A forbearance agreement dated November 6, 2025 was executed while TD pursued enforcement. As part of that arrangement, GlassRatner was retained as TD’s business advisor.
Following the Lewis dispute, the companies experienced escalating financial pressure. Total outstanding tax obligations rose to nearly $900,000, with Saskatchewan Finance actively pursuing unpaid PST. The companies have been unable to pay vendors in the ordinary course and, despite workforce reductions, liquidity remained constrained. In early January 2026, cash flow analysis revealed a negative permanent variance exceeding 10%.

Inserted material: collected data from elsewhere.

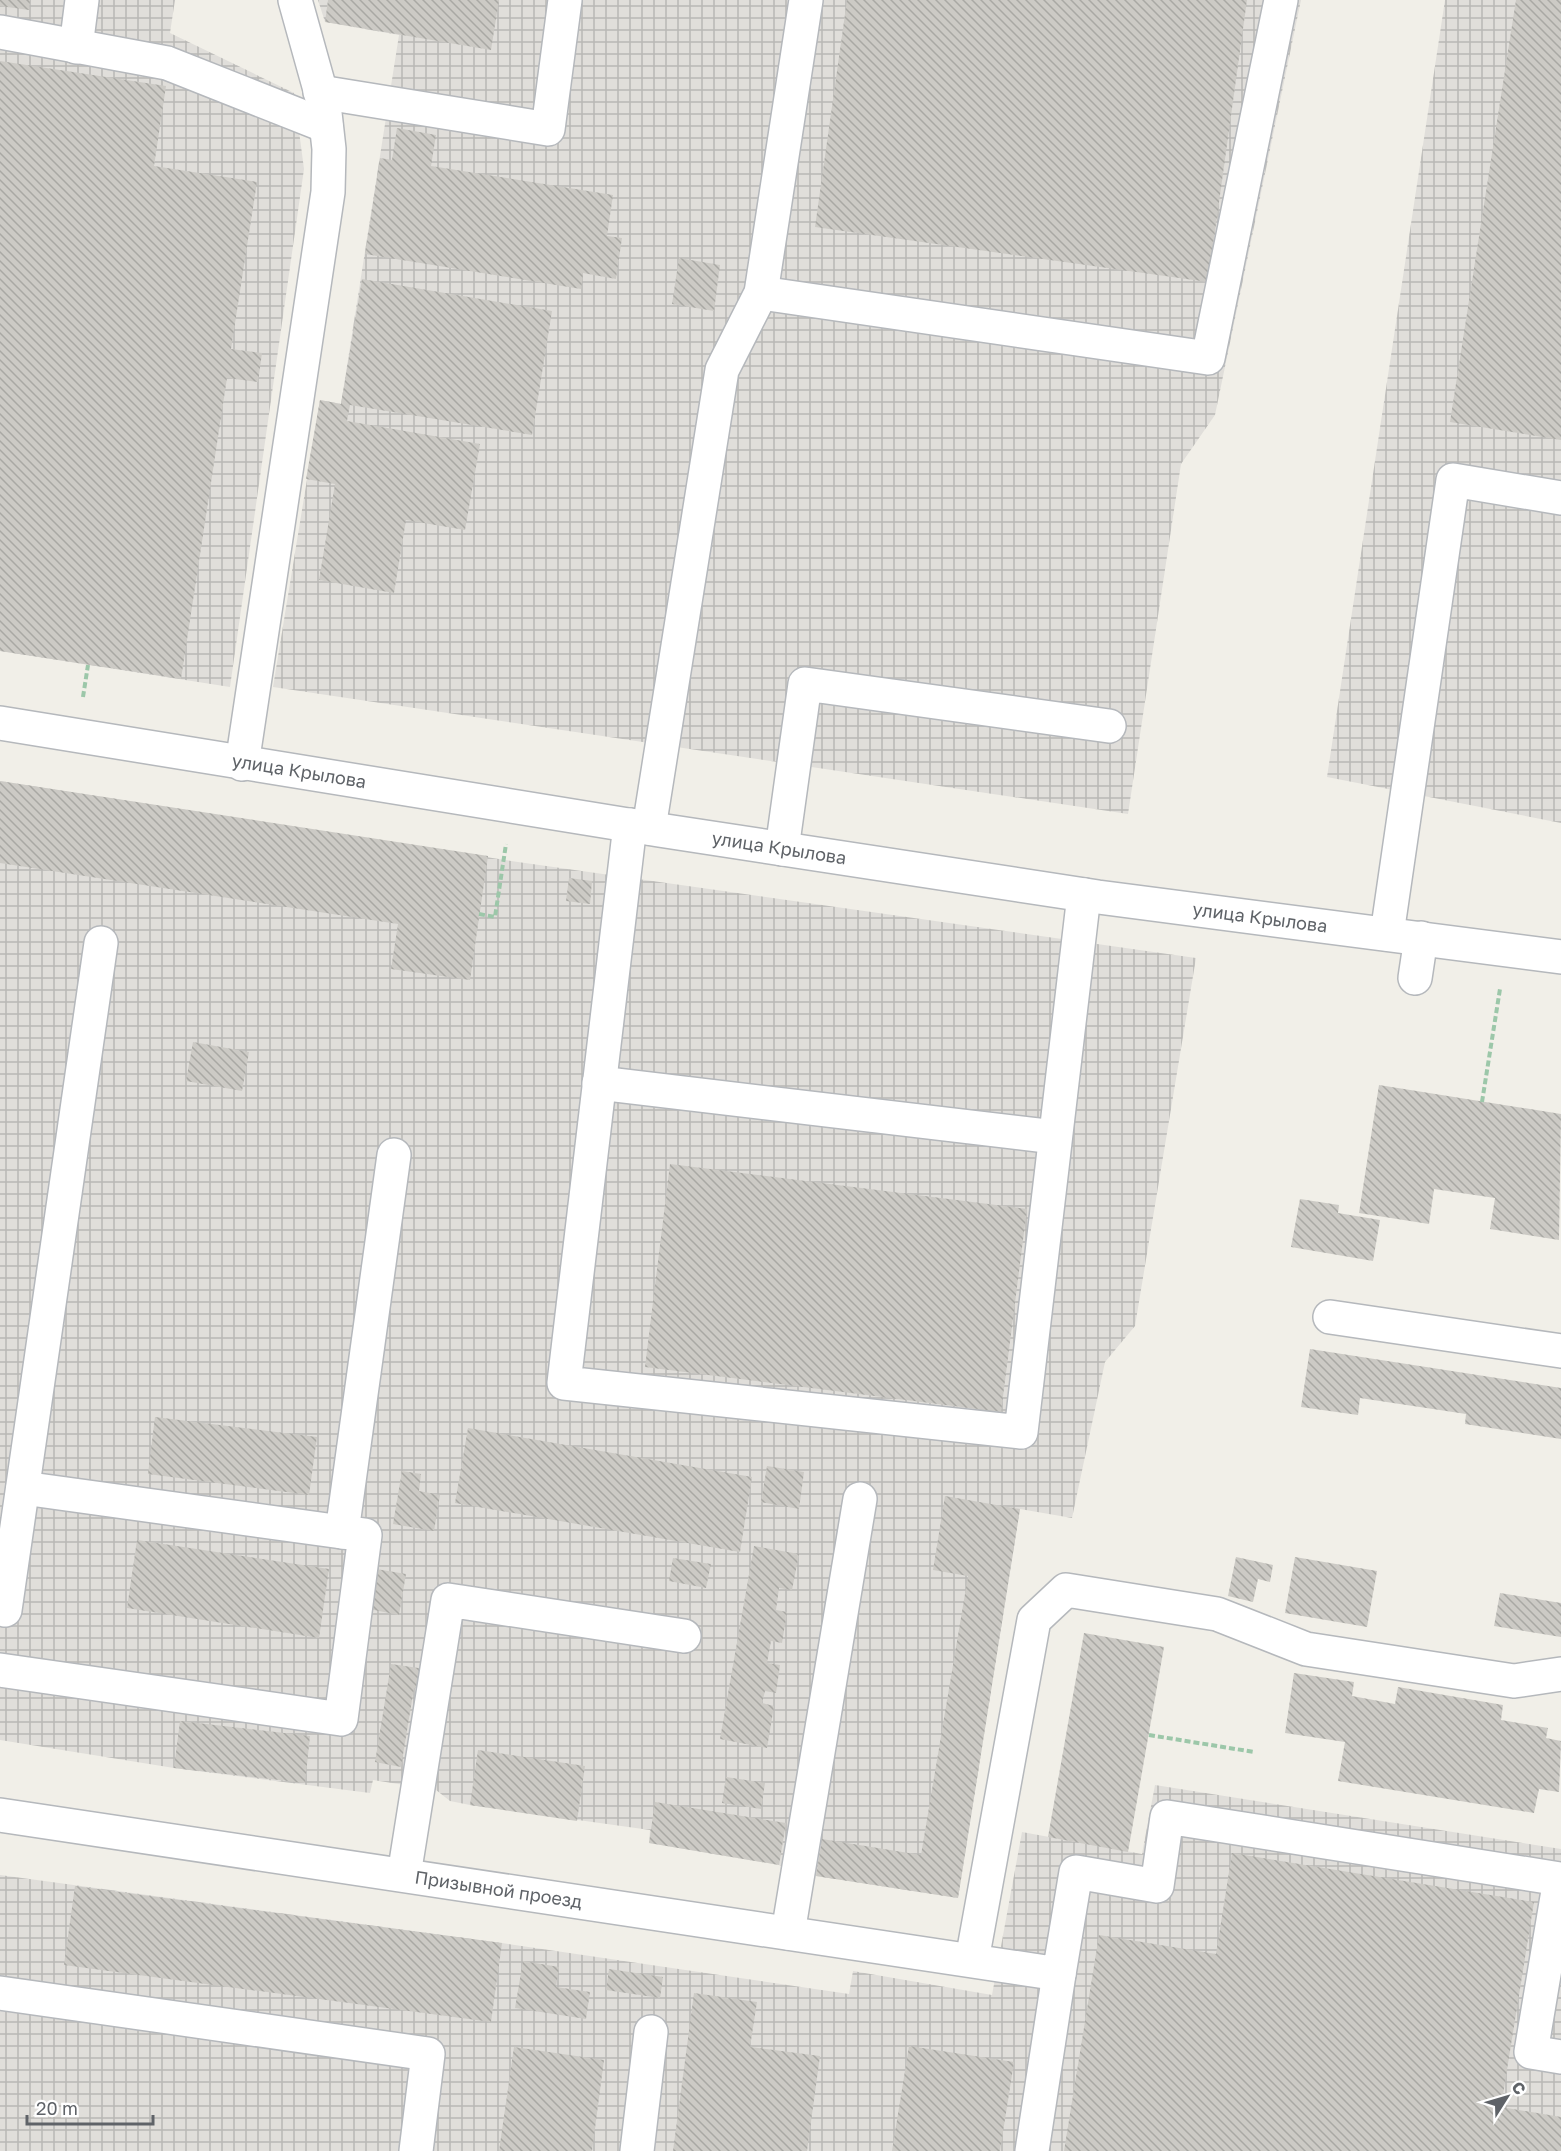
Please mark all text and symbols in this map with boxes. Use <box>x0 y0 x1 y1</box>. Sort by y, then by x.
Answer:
street label: улица Крылова <box>230 749 368 792</box>
street label: улица Крылова <box>710 826 848 868</box>
street label: улица Крылова <box>1191 897 1329 937</box>
street label: Призывной проезд <box>413 1865 584 1912</box>
north arrow <box>1477 2067 1537 2127</box>
text: С <box>1508 2077 1530 2099</box>
scale bar <box>27 2088 153 2126</box>
text: 20 m <box>36 2097 78 2119</box>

The companies, in consultation with TD, have been exploring a potential sale of the business and property since on or about September 2025. A prospective purchaser expressed interest, but attention shifted to stabilizing operations amid liquidity challenges.
The Initial Order grants a stay of proceedings until March 2, 2026, subject to extension. The companies are authorized to continue operations while the Monitor pursues a SISP and continues negotiations with a potential stalking horse bidder.
GlassRatner Restructuring was appointed Monitor with enhanced powers. Counsel is McDougall Gauley for TD, MLT Aikins for the companies and Dentons for the Monitor.